Huawei is taking its ongoing dispute with the U.S. government to court, filing a lawsuit today (March 6) over a law that bars government agencies from using the Chinese company's telecom products.
Huawei's lawsuit specifically concerns a law passed by Congress last year, the National Defense Authorization Act, that singles out Huawei and ZTE. Under the law, government agencies can't buy any telecommunications hardware from those two companies or do business with contractors that use gear from Huawei and ZTE.
Legislators pushed through the law citing security concerns raised by those companies' ties to the Chinese government. Backers of the ban against Huawei say the Chinese government could use the company's equipment for espionage, though the feds haven't provided evidence that backs up that claim.
Huawei says that violates the U.S. Constitution, arguing in its suit that it's been denied due process since it's had no opportunity in court to fight the government's allegations.
"The U.S. Congress has repeatedly failed to produce any evidence to support its restrictions on Huawei products. We are compelled to take this legal action as a proper and last resort," Huawei deputy chairman Guo Ping said in a statement obtained by Reuters.
The dispute seems to largely center around the kind of telecommunications used to build out the 5G networks coming online this year. But Huawei's ongoing legal battles with the U.S. government have also impacted the Chinese tech giant's smartphone, at least here in the U.S.
Last year, Huawei arrived at CES 2018 determined to use that trade show to push for a greater presence in the U.S. phone market. Reportedly, the company was set to announce that U.S. wireless carriers were going to offer its then-new Mate 10 Pro — a big step for raising Huawei's profile since most consumers in the U.S. buy their phones through carriers. But both AT&T and Verizon backed away from Huawei, reportedly after facing pressure from the U.S. government.

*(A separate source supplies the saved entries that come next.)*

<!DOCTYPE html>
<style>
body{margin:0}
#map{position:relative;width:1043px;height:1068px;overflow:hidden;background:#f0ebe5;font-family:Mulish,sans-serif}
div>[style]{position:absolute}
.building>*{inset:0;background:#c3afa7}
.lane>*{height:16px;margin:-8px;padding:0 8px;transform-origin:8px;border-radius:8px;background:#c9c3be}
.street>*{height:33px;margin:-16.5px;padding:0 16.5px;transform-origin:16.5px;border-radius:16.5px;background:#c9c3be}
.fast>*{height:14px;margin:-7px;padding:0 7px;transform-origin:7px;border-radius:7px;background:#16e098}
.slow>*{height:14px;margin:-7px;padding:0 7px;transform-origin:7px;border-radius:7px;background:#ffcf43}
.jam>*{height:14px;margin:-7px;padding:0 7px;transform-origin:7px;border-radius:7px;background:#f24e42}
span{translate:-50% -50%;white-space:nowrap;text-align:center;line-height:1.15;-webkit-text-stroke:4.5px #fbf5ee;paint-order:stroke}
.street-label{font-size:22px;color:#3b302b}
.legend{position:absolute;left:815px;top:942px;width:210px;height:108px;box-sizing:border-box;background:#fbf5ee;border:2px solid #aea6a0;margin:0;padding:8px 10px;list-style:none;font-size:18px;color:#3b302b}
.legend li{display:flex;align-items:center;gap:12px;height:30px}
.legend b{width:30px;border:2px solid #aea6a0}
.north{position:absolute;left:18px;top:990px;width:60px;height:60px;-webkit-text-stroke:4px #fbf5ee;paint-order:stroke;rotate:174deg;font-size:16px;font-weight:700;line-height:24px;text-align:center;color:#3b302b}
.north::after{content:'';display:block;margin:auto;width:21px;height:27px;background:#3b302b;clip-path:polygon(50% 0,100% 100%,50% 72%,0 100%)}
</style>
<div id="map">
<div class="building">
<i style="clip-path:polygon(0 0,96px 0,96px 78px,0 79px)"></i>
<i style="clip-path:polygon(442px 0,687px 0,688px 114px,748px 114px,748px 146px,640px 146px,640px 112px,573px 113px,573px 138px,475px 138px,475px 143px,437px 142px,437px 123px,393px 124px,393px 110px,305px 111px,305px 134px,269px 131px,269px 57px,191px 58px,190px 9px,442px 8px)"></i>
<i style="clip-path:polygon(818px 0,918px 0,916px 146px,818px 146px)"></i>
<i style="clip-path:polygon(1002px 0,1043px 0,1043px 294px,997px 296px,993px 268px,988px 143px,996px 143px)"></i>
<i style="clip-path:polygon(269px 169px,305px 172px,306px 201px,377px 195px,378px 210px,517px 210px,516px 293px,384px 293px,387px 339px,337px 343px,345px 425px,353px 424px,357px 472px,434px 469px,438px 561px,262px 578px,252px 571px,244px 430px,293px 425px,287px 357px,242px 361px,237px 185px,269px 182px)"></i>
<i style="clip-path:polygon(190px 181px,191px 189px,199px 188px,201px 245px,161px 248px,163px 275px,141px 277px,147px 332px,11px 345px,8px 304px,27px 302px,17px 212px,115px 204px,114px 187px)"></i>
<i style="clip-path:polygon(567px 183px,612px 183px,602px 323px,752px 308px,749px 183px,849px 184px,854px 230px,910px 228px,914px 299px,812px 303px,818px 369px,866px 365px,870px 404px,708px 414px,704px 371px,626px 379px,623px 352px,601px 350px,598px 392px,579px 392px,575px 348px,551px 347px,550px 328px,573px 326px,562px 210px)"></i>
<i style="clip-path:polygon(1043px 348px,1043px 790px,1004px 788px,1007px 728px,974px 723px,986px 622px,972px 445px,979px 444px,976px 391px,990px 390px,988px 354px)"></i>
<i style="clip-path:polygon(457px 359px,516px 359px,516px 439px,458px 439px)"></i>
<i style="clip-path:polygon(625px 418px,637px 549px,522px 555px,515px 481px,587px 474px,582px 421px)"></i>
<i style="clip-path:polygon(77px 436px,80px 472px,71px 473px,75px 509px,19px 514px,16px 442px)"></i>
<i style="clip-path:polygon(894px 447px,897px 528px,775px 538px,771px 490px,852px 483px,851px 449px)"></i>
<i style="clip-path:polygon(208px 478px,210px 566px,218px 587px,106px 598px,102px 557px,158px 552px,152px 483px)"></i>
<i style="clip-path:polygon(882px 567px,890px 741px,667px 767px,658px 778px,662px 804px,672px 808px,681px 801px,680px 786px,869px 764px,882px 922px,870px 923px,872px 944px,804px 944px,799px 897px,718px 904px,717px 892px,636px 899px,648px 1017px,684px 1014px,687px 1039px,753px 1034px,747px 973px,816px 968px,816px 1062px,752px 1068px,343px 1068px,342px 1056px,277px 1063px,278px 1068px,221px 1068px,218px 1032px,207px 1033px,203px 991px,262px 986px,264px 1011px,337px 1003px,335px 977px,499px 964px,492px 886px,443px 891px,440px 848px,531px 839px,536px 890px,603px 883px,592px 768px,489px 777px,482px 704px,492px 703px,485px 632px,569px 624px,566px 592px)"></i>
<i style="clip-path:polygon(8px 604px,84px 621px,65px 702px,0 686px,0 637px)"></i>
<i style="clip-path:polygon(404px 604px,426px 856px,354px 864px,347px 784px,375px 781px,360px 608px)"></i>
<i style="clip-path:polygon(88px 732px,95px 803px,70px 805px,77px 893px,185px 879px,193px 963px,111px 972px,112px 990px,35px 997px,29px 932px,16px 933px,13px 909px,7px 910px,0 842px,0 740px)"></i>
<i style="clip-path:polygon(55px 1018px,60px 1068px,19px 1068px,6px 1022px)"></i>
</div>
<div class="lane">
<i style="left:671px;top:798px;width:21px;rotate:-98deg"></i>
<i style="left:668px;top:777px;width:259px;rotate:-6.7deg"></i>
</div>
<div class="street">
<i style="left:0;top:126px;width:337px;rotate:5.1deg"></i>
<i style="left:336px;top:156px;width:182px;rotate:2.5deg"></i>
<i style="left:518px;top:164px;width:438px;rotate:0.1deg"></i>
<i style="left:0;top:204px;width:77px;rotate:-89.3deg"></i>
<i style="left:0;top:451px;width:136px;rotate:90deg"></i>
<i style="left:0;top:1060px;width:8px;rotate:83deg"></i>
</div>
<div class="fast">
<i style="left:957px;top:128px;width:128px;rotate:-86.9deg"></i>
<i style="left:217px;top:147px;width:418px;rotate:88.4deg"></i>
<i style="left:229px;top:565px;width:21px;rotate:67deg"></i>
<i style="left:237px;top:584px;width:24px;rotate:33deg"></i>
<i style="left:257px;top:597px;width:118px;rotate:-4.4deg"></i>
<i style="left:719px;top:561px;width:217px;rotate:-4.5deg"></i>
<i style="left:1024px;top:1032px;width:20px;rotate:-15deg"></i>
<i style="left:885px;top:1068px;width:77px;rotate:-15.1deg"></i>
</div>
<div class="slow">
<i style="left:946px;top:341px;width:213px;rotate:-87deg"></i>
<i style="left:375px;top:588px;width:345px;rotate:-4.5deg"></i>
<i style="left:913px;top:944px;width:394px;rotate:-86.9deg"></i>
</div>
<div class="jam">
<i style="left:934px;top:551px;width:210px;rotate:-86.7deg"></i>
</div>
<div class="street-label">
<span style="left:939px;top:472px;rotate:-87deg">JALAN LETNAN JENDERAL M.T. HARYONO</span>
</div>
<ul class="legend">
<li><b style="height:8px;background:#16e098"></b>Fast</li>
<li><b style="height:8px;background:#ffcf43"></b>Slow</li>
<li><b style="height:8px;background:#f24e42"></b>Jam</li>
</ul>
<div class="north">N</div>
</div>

Since then, Huawei has released several high-profile phones, including the Mate 20 Pro and P20 Pro, that haven't been available in the U.S. Two upcoming releases — the P30 Pro and foldable Mate X — are expected to omit the U.S. from their launch plans, too.

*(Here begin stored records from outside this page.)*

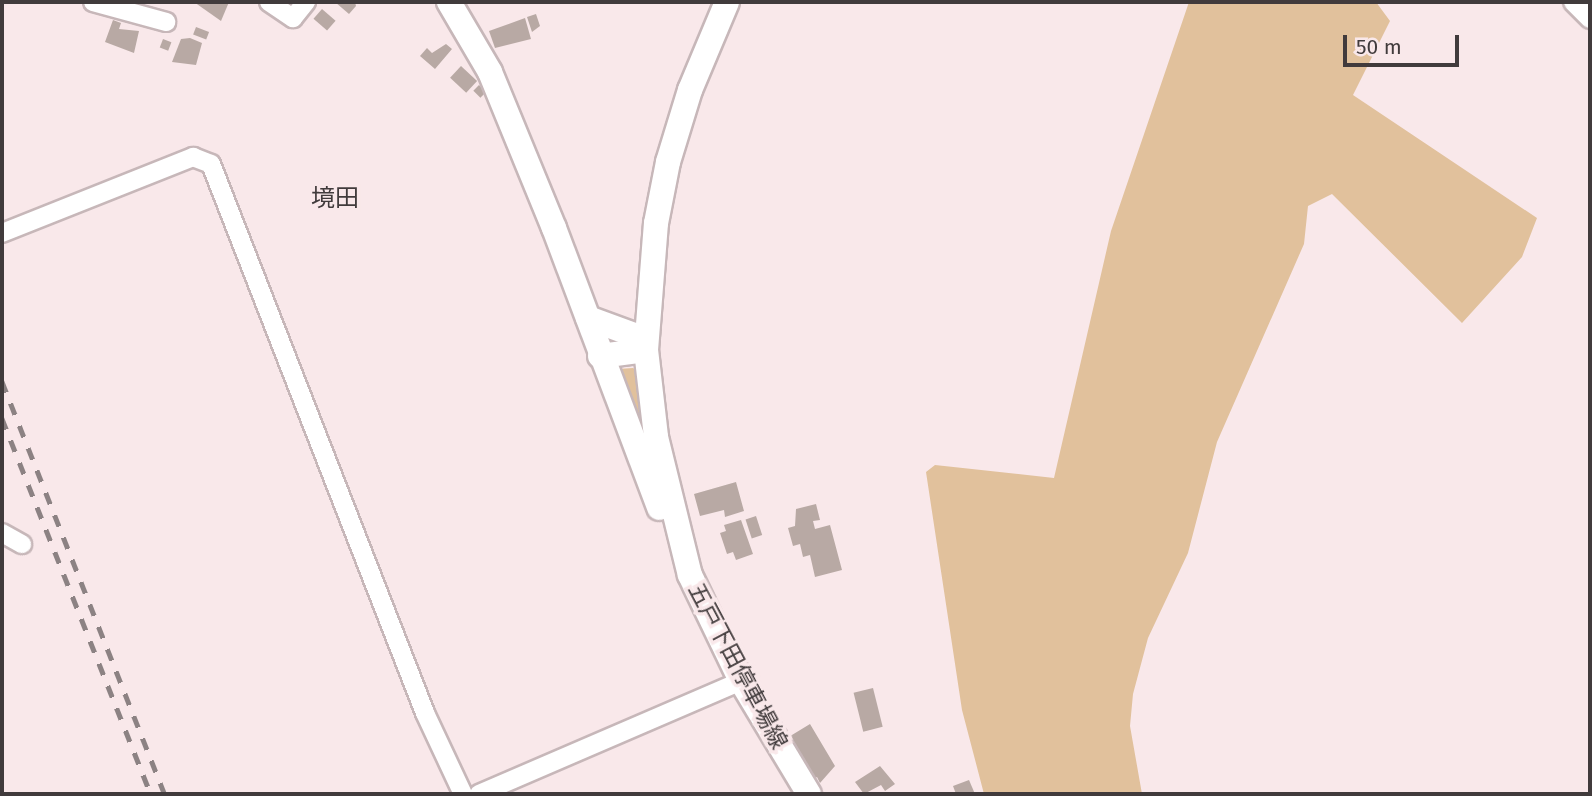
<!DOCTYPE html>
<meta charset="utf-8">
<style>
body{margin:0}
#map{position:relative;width:1592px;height:796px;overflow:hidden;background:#f9e8ea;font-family:"Fira Sans","Noto Sans JP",sans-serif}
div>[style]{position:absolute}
.green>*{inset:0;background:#e1c19c}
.building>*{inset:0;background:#b8a9a4;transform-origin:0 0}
.roads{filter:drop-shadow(2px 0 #c7b7b9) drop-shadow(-2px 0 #c7b7b9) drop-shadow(0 2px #c7b7b9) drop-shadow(0 -2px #c7b7b9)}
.street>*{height:18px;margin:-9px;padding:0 9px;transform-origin:9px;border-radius:9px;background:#fff}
.secondary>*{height:24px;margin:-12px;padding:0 12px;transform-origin:12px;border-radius:12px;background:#fff}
.rail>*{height:4.5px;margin-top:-2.25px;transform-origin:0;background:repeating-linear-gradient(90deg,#8c8283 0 12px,transparent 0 24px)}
span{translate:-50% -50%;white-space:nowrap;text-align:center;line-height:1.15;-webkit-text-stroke:7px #f9e8ea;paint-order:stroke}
.street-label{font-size:23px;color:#413b3c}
.neighbourhood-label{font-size:24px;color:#413b3c}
.frame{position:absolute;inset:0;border:4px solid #413b3c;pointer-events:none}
.scale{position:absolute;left:1343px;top:35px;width:116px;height:32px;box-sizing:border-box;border:4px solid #413b3c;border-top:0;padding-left:9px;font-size:21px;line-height:24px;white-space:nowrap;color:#413b3c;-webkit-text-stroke:5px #f9e8ea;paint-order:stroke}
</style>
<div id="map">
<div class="green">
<i style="clip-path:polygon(1189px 2px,1376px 2px,1390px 21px,1353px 95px,1537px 218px,1522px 257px,1462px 323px,1332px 194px,1308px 206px,1304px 244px,1217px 442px,1188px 553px,1148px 638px,1133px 694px,1130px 726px,1142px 794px,984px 794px,962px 710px,926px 472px,935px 465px,1054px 478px,1111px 231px)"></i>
<i style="clip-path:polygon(633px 368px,640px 372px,647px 446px,618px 369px)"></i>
</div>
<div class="building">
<i style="clip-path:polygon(194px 2px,229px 2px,221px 21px)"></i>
<i style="clip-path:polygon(335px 2px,355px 2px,356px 6px,349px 14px)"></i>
<i style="left:322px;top:9px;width:18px;height:13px;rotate:41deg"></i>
<i style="clip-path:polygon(536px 14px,540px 26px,532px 32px,527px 17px)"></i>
<i style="clip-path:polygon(525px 18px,531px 39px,495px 48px,489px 31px)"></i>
<i style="clip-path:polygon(113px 20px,121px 23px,119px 29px,139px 31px,134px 53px,105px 42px)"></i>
<i style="left:196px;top:27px;width:14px;height:8px;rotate:21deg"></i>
<i style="clip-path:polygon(190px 38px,202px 43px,196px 65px,172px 62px,181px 39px)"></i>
<i style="left:163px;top:39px;width:9px;height:9px;rotate:21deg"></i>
<i style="clip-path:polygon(446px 44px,452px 49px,435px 69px,420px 56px,427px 48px,432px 53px)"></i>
<i style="left:461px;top:66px;width:22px;height:16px;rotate:43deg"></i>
<i style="left:479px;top:85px;width:10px;height:8px;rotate:45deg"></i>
<i style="clip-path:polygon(736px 482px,744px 511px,725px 517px,724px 510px,700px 516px,694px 494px)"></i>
<i style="clip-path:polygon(816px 504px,820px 520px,813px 521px,815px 529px,830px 525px,842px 570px,815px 577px,810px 555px,803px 557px,800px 544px,793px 546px,788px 528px,795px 526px,796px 509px)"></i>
<i style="left:756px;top:516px;width:20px;height:11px;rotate:72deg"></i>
<i style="clip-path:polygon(741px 520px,753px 554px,736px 560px,733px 552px,727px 554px,720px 533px,726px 531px,724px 525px)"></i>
<i style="left:873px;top:688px;width:40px;height:20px;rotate:76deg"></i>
<i style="clip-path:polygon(810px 724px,835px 766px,820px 783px,817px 777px,812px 780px,787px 738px)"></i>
<i style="clip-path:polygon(880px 766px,895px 784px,885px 791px,881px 785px,864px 794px,855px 782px)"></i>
<i style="clip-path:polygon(969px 780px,975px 794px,956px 794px,953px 786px)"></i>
</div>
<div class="roads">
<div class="street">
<i style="left:93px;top:2px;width:76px;rotate:15.3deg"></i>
<i style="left:269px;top:2px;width:29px;rotate:34deg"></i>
<i style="left:293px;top:18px;width:21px;rotate:-51deg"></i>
<i style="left:1573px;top:2px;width:24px;rotate:45deg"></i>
<i style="left:2px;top:233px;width:206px;rotate:-21.7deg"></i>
<i style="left:193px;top:157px;width:19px;rotate:21deg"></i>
<i style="left:211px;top:164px;width:589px;rotate:68.7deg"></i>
<i style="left:425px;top:713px;width:89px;rotate:64.9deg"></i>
<i style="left:2px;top:533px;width:23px;rotate:29deg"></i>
<i style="left:479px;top:794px;width:285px;rotate:-23.3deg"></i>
</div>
<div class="secondary">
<i style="left:449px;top:2px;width:81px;rotate:59.6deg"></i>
<i style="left:490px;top:72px;width:169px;rotate:67.7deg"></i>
<i style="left:554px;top:228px;width:299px;rotate:69.4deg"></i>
<i style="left:727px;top:2px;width:95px;rotate:112.8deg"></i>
<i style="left:690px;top:90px;width:75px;rotate:107deg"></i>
<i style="left:668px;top:162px;width:62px;rotate:101.1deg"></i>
<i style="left:656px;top:223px;width:127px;rotate:94.5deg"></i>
<i style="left:646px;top:350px;width:88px;rotate:83.4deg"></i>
<i style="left:656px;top:437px;width:142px;rotate:76.2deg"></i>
<i style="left:690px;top:575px;width:118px;rotate:64.3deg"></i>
<i style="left:741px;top:681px;width:132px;rotate:59deg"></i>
<i style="left:588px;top:318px;width:61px;rotate:20.2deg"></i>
<i style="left:600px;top:356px;width:46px;rotate:-7.4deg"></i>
</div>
</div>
<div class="rail">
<i style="left:2px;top:381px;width:444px;rotate:68.5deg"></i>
<i style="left:2px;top:418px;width:404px;rotate:68.4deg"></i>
</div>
<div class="street-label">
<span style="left:738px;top:666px;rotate:62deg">五戸下田停車場線</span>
</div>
<div class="neighbourhood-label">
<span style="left:335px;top:199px">境田</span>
</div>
<div class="frame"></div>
<div class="scale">50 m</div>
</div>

"This ban not only is unlawful, but also restricts Huawei from engaging in fair competition, ultimately harming U.S. consumers," Huawei's Guo said in his statement.
This won't be the only legal tussle involving Huawei in this country. In January, federal prosecutors filed fraud and trade secret theft charges against the Chinese company. Huawei chief financial officer Meng Wanzhou, arrested in Canada at the behest of U.S. officials for allegedly violating economic sanctions against Iran, is currently suing the Canadian government as the U.S. looks to have her extradited.